Pertanyaan:

Salam kenal Dok, saya Erna. Saya ingin menanyakan menganai jantung bocor yang dialami anak. Apakah itu sebenarnya? Berbahayakah bagi anak?

Erna, Banguntapan, Bantul.

Jawaban:

Proses terjadinya penyakit jantung bawaan (PJB) biasanya terjadi pada saat kehamilan dan penyebabnya sampai saat ini belum diketahui. Ada beberapa faktor risiko terjadinya PJB yaitu ibu hamil perokok, pemakai narkoba, pengguna alkohol, pengguna kontrasepsi, saat hamil terinfeksi virus misalnya Rubella, infeksi toxoplasma, lahir prematur, lahir tidak langsung menangis dan sebagainya. Angka kejadiannya sekitar 1 persen dari seluruh kelahiran selama setahun.

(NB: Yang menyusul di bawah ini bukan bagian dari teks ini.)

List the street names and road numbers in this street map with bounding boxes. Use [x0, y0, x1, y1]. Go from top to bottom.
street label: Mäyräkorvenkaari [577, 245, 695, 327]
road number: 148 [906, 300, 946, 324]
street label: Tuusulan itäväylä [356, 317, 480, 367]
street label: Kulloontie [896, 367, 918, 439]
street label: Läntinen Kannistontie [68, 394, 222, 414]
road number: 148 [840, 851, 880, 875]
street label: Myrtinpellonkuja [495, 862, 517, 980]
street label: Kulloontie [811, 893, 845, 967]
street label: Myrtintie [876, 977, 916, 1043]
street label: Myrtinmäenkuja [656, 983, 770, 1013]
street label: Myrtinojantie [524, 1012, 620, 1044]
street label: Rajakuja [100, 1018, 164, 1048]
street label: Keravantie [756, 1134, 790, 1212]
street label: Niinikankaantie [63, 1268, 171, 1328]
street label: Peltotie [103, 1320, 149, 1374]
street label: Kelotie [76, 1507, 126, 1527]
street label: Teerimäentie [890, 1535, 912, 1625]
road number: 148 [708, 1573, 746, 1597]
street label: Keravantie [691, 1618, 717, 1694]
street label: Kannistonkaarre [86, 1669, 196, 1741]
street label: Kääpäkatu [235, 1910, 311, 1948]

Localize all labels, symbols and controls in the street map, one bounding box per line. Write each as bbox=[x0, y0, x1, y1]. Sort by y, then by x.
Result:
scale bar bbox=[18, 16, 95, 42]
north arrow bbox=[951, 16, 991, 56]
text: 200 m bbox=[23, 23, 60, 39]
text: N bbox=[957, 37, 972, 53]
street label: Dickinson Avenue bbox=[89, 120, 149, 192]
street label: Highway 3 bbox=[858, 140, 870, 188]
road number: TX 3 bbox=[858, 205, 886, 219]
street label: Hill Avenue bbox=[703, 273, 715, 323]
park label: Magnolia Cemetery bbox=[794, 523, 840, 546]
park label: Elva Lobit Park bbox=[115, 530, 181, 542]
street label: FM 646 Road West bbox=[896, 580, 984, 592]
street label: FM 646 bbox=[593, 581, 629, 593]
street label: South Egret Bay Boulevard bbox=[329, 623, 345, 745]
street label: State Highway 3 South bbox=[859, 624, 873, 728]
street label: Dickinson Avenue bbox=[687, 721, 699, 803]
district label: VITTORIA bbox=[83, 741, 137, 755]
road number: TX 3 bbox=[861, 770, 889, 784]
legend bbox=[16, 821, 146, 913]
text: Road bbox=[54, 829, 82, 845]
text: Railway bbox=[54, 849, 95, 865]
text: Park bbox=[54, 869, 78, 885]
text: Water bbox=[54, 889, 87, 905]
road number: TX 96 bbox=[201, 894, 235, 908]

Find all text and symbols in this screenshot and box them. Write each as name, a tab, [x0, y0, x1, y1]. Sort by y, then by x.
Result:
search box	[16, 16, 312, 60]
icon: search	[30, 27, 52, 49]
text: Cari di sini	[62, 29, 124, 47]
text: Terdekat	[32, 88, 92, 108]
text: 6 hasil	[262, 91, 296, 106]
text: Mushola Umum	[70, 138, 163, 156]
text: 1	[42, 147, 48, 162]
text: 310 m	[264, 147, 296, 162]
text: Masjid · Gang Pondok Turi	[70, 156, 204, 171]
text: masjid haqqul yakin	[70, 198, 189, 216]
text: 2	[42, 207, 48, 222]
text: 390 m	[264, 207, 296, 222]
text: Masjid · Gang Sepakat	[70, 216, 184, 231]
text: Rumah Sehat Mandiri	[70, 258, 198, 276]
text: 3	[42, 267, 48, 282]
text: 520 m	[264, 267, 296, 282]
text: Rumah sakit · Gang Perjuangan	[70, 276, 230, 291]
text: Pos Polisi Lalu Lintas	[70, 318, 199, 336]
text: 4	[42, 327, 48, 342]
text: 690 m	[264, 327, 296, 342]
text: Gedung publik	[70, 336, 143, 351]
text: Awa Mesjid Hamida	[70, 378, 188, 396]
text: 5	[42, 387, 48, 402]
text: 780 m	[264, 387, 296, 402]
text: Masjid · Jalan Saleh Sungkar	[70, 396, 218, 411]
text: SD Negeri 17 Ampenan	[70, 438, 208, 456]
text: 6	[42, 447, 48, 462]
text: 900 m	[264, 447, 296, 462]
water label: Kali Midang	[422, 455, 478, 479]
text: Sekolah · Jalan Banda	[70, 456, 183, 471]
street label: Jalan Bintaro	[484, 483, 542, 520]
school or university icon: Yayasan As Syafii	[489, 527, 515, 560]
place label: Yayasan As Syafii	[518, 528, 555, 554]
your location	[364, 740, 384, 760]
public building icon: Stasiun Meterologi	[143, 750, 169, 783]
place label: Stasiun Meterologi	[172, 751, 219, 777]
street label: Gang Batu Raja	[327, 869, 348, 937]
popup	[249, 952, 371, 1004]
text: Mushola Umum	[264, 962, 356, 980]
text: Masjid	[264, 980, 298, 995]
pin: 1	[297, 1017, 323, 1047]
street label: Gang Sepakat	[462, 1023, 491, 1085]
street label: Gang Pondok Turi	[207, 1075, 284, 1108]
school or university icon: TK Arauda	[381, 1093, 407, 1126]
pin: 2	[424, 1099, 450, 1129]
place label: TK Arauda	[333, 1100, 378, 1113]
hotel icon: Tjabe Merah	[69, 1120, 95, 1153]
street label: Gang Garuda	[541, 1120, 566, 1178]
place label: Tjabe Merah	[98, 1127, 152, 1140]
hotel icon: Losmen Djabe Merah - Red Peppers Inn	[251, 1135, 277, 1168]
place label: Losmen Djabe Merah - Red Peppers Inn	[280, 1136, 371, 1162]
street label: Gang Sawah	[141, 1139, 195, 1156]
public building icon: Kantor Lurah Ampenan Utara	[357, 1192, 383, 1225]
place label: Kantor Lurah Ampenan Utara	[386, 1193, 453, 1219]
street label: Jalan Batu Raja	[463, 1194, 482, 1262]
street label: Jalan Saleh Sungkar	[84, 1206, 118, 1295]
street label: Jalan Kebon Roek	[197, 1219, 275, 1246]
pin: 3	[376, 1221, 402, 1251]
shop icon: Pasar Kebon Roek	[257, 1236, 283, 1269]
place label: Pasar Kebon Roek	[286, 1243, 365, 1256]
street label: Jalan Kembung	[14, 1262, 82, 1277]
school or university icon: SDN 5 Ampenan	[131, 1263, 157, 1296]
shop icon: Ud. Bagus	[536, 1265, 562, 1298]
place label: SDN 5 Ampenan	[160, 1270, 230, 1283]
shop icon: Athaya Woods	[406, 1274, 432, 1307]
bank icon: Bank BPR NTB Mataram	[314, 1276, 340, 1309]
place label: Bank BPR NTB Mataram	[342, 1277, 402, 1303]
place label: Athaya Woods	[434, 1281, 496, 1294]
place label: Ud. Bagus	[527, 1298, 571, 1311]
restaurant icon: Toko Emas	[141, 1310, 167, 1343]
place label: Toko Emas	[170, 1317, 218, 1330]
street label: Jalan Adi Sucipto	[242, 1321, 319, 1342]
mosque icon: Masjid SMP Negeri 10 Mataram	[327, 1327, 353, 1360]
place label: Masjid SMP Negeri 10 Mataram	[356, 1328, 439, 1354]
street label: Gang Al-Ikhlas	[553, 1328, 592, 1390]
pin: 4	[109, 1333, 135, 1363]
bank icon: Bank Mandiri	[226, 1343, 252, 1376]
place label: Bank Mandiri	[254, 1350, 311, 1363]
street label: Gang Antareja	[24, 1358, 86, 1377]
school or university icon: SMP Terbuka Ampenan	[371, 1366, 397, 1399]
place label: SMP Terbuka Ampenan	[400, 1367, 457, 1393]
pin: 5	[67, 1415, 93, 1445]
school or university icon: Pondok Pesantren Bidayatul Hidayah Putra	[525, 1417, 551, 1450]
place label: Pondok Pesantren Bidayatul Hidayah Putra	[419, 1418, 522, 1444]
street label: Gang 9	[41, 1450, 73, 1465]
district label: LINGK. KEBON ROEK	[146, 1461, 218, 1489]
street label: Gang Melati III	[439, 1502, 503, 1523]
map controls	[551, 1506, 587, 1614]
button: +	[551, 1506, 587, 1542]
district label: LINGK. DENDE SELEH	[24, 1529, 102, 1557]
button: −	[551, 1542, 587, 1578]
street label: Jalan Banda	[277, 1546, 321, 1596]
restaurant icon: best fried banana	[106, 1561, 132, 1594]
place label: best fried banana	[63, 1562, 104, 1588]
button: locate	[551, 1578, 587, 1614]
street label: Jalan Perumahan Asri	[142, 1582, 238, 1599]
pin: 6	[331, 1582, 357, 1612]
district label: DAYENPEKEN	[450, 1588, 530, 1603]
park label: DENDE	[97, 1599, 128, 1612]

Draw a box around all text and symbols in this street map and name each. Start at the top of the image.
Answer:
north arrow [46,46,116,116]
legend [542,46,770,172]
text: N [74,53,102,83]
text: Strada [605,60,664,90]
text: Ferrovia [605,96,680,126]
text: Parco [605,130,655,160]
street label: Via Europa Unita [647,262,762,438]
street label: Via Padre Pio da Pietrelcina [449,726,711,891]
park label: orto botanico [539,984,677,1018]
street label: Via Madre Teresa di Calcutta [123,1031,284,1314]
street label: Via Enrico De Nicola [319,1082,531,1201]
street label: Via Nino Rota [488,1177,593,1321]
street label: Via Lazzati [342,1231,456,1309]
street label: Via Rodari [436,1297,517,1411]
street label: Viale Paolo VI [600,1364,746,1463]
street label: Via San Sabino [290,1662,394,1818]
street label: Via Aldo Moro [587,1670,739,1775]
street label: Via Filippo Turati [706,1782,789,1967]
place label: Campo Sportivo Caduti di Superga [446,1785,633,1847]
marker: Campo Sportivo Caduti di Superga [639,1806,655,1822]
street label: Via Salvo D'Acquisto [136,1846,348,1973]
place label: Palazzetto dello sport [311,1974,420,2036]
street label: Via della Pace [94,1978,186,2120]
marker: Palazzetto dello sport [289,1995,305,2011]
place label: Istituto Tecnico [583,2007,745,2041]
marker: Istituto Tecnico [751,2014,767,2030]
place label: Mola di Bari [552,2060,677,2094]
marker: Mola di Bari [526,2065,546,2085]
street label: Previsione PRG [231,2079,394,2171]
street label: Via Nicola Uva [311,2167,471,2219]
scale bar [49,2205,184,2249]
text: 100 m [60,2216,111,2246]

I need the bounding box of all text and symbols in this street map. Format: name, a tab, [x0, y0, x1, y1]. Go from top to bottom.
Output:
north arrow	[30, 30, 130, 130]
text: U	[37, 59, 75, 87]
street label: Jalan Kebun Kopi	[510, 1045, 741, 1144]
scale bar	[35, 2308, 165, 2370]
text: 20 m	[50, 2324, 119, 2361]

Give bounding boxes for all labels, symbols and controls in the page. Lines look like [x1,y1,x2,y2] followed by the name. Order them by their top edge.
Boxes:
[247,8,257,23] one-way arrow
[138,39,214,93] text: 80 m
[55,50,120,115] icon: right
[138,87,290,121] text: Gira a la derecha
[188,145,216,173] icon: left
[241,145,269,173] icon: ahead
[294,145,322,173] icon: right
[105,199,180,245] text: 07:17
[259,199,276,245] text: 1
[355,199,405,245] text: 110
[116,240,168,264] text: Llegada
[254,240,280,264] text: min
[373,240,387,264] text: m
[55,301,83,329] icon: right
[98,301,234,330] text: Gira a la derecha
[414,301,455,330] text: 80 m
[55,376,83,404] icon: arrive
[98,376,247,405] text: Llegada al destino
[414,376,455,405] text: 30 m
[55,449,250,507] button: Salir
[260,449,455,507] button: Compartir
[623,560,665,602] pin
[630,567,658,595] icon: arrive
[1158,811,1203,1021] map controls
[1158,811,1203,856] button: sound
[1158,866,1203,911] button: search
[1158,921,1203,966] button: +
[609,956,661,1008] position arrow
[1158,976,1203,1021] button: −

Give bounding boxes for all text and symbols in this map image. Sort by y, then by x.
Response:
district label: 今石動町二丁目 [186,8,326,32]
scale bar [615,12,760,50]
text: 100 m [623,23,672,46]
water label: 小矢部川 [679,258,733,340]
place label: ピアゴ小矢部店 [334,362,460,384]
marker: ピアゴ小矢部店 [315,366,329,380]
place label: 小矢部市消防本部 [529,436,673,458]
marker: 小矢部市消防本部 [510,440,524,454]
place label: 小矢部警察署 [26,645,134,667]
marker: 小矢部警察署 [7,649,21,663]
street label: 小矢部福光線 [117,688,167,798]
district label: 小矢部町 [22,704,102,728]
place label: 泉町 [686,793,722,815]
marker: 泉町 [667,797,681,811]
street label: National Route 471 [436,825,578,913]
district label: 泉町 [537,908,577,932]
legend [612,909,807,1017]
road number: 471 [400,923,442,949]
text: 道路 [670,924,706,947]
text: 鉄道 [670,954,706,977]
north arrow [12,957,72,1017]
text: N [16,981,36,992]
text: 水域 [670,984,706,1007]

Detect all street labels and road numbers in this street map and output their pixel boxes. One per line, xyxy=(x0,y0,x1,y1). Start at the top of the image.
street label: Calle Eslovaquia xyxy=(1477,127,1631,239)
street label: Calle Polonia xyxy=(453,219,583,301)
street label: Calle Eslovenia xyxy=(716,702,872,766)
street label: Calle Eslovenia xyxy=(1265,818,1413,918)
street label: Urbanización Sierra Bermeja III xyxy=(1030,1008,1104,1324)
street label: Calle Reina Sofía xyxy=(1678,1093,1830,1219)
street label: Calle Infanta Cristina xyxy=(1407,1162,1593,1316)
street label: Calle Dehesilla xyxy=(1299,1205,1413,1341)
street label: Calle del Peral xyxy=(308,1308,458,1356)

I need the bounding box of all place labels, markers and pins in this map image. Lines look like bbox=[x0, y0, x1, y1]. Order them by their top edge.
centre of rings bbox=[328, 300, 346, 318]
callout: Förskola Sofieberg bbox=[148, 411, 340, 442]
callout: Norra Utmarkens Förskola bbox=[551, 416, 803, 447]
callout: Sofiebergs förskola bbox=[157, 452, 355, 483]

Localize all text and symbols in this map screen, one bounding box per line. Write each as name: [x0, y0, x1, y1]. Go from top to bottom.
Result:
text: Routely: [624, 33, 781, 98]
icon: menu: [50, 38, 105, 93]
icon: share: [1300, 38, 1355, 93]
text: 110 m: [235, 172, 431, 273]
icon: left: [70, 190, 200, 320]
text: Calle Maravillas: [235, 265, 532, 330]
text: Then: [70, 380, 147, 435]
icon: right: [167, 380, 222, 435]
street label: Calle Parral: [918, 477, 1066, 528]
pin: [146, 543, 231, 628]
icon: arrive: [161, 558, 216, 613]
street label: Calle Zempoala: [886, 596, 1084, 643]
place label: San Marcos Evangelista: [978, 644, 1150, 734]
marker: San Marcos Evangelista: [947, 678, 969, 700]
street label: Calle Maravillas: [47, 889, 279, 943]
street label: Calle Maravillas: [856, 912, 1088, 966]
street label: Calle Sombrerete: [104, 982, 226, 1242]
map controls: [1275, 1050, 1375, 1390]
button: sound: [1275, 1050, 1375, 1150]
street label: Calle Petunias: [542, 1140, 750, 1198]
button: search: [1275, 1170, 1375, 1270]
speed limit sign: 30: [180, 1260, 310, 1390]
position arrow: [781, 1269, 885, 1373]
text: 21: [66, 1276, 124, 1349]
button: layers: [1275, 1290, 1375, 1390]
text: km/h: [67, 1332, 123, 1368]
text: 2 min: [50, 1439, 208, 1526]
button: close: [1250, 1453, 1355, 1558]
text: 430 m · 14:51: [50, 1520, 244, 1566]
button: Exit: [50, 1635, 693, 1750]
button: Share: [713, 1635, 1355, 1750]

PJB dapat dibagi menjadi dua jenis yaitu biru (sianosis) dan tidak biru (non sianosis), yang biru umumnya kompleks. Yang termasuk penyakit Jantung bawaan tidak biru adalah defeks septum ventrikel (DSV) atau ventricular septal defect (VSD), defeks septum atrium (DSA) atau atrial septal defect (ASD), duktus arteriosus paten (DAP) atau patent ductus arteriosus (PDA) dan pulmonary stenosis (PS). Sedang yang termasuk penyakit jantung bawaan biru adalah Tetralogy of Fallot (ToF), pulmonary atresia, Transposition of the Great Arteria (TGA) dan sebagainya.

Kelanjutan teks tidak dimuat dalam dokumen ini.